§ How to complete this task: Locate every line below that contains the word "main" and copy it.

---------- Record set ----------

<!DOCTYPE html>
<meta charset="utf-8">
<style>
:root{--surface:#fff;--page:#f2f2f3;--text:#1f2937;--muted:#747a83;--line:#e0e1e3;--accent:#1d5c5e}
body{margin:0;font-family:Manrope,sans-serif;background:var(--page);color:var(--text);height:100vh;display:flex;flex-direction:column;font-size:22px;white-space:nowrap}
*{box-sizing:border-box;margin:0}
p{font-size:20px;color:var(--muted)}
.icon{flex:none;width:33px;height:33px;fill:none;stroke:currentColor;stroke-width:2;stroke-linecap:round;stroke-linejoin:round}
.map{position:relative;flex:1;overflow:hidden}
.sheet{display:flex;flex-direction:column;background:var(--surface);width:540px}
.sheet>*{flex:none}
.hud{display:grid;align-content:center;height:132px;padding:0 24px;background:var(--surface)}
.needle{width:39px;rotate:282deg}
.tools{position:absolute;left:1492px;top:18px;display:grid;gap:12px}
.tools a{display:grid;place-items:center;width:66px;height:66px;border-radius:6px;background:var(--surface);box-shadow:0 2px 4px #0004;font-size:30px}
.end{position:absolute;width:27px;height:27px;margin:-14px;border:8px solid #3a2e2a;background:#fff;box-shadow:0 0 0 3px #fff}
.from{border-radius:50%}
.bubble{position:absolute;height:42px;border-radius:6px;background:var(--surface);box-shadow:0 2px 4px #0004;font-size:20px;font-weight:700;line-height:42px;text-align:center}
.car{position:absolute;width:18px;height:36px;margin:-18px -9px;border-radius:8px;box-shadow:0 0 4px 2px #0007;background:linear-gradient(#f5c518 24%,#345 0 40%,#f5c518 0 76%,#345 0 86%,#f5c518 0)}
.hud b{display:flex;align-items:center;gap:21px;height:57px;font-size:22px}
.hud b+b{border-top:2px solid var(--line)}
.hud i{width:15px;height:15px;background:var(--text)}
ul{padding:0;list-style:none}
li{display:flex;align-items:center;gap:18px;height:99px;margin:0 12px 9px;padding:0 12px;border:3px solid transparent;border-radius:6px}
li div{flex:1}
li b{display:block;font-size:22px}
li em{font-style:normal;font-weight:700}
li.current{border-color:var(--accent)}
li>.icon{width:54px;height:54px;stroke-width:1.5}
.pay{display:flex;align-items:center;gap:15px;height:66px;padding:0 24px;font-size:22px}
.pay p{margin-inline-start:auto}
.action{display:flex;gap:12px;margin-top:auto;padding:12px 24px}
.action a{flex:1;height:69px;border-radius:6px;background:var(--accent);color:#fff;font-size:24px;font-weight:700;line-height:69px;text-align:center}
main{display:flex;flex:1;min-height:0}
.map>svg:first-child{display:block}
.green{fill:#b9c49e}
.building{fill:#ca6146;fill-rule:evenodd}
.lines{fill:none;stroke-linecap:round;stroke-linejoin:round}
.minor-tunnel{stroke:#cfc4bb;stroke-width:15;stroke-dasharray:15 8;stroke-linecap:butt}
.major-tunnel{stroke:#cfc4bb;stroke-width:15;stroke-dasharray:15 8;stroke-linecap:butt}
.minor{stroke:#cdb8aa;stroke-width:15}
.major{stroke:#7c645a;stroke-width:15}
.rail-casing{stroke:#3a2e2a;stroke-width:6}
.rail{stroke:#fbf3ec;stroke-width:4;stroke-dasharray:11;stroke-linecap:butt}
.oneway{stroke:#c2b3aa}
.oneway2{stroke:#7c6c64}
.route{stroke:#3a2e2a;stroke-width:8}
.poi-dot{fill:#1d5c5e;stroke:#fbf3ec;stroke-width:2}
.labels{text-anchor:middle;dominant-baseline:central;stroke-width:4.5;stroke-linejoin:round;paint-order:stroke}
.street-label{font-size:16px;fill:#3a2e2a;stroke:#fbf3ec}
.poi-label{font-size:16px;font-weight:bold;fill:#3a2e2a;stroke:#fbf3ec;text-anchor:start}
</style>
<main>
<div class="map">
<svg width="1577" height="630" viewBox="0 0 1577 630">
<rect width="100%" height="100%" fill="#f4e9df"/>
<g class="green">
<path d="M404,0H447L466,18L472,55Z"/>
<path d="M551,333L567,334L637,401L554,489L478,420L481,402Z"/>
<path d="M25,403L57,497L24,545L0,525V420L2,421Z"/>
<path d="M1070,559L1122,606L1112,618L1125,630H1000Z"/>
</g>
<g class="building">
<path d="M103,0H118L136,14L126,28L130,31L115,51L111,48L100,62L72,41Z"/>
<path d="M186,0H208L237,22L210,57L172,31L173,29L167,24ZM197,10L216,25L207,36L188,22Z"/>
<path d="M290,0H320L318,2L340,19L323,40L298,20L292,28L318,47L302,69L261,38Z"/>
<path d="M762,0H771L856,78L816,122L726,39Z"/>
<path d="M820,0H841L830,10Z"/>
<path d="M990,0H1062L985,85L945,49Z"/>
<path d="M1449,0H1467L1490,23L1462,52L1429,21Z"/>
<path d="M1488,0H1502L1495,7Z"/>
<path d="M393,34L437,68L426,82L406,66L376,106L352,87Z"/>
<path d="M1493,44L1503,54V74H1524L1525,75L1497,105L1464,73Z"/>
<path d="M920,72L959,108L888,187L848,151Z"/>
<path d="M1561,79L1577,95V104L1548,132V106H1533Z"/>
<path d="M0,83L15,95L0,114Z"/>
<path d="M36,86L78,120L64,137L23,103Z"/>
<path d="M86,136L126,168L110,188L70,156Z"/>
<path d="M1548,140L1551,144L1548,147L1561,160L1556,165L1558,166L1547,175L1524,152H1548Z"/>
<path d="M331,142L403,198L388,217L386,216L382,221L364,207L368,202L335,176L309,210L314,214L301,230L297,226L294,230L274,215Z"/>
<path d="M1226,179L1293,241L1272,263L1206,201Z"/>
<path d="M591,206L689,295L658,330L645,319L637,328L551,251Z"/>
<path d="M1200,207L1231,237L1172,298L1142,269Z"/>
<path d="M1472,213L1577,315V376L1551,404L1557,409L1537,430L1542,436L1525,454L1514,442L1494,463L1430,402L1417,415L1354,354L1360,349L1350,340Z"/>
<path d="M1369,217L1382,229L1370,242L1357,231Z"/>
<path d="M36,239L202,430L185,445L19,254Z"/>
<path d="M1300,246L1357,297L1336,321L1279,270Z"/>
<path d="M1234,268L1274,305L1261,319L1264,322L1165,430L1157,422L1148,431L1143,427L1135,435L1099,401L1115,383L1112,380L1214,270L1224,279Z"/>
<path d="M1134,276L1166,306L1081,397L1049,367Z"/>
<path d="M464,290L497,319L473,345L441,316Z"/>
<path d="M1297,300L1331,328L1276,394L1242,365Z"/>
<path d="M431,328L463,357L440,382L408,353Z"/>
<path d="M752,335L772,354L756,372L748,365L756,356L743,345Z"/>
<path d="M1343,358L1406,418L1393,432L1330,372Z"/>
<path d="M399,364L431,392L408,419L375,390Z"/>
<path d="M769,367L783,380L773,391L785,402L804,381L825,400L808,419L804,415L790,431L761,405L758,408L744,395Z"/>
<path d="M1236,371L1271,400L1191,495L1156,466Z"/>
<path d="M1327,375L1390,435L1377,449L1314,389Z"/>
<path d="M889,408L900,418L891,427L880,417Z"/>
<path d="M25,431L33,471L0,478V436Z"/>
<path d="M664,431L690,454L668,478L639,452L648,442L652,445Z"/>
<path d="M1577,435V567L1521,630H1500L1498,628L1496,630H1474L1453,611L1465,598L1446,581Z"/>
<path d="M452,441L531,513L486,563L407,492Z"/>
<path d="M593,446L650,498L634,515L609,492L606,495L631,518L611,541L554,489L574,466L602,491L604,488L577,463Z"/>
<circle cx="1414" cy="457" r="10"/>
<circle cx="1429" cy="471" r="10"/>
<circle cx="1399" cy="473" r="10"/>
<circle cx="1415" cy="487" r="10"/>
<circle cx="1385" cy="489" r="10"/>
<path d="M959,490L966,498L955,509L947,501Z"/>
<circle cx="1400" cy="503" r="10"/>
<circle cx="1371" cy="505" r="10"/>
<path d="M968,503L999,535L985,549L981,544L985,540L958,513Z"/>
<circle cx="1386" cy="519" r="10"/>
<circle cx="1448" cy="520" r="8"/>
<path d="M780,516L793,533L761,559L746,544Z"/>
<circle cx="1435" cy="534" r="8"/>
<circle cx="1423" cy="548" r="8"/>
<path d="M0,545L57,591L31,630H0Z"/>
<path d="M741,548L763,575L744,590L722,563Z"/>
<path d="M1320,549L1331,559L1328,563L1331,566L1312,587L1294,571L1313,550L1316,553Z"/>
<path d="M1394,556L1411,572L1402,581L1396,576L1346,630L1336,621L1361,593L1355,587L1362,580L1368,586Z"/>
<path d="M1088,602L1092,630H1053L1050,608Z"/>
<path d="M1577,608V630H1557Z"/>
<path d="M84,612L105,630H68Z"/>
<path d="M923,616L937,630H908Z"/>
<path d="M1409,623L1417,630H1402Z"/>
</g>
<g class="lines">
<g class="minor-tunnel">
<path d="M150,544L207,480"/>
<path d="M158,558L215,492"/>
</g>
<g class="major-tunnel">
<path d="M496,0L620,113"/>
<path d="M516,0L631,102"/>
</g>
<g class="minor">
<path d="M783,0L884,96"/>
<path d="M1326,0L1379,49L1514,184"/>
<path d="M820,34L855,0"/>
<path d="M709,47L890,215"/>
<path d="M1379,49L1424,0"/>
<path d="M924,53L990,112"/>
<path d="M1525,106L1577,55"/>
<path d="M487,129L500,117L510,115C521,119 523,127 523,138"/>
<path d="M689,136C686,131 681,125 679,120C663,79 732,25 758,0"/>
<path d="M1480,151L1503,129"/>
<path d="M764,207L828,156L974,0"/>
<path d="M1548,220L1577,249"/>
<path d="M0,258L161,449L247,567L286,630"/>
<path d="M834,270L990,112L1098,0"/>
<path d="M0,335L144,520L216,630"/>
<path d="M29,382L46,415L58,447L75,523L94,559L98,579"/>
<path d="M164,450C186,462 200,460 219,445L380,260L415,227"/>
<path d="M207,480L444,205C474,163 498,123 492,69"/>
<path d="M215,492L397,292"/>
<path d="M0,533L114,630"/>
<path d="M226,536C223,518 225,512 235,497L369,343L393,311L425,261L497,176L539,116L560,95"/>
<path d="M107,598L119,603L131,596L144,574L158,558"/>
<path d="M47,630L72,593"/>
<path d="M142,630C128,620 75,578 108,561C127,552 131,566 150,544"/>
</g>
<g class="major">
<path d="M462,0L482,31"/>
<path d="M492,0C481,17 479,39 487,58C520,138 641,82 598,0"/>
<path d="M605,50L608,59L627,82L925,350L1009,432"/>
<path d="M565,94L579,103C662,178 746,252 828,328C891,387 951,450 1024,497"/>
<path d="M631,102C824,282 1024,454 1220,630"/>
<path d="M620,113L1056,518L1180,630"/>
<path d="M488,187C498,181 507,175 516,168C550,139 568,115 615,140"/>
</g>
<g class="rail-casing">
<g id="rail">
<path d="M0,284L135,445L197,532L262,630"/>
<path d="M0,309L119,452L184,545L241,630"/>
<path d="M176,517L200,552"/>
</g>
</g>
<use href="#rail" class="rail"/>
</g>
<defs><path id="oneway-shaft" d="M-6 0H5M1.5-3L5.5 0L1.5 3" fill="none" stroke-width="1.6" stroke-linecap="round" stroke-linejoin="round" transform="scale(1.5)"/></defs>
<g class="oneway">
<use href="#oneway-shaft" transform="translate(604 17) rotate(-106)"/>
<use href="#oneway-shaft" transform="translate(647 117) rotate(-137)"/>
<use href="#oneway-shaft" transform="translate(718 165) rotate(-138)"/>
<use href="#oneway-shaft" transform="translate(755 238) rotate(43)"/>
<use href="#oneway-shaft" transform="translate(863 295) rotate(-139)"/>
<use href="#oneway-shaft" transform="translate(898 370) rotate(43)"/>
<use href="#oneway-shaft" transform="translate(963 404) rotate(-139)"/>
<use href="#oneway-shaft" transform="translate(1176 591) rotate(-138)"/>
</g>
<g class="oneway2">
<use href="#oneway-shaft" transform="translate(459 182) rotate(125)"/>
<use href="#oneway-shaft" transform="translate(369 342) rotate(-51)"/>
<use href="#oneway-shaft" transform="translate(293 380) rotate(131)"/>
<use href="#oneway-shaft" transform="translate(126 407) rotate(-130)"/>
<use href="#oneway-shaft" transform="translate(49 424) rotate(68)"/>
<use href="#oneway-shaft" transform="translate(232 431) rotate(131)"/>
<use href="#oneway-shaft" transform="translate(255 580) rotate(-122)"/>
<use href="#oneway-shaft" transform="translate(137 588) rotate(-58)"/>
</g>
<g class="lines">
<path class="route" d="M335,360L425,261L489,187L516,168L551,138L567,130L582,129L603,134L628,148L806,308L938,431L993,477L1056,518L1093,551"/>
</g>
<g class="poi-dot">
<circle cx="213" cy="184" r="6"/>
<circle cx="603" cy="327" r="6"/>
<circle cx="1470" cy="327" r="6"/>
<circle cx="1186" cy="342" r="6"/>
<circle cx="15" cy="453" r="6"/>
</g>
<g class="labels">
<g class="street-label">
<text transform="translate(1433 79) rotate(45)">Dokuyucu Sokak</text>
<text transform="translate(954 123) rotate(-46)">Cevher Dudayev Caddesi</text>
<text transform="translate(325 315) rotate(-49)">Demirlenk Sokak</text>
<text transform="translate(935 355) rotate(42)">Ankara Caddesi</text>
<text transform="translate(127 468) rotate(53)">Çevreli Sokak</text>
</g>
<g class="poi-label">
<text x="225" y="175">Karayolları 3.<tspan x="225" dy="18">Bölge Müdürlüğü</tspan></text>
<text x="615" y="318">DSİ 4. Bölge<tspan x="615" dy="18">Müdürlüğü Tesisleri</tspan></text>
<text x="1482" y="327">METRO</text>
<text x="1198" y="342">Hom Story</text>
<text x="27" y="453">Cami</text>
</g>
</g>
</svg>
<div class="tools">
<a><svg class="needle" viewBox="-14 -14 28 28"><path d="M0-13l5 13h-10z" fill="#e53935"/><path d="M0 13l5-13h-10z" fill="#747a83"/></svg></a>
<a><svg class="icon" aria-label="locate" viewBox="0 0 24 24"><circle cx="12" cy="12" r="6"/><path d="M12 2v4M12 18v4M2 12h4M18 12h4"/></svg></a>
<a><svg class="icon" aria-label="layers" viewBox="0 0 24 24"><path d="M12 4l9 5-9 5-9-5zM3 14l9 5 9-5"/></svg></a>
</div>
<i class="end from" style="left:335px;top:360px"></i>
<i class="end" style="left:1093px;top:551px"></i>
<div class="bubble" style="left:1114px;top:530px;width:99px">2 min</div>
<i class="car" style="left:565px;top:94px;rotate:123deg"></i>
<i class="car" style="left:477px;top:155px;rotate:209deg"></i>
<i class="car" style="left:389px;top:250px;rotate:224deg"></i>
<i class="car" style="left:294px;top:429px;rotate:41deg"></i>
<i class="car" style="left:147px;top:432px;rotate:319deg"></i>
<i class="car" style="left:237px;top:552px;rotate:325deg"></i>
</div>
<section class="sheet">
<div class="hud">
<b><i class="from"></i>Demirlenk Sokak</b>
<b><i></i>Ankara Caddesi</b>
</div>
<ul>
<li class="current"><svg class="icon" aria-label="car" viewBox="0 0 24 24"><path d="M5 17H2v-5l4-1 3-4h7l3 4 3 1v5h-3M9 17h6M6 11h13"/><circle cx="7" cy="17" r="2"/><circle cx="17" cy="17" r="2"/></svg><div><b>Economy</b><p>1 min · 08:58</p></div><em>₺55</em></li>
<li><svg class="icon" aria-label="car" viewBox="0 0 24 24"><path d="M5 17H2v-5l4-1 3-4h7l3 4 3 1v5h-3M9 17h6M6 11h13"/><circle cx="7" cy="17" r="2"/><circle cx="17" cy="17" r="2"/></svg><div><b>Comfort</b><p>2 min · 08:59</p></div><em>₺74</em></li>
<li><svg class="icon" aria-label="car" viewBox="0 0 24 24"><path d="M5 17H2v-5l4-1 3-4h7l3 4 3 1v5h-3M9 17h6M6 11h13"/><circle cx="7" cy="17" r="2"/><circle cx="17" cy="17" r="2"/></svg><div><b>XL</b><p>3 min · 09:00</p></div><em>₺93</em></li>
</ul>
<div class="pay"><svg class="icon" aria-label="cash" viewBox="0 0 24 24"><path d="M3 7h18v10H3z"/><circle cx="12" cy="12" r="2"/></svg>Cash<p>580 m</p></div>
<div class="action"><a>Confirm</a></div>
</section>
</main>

----------

§ Task response:
main{display:flex;flex:1;min-height:0}
<main>
</main>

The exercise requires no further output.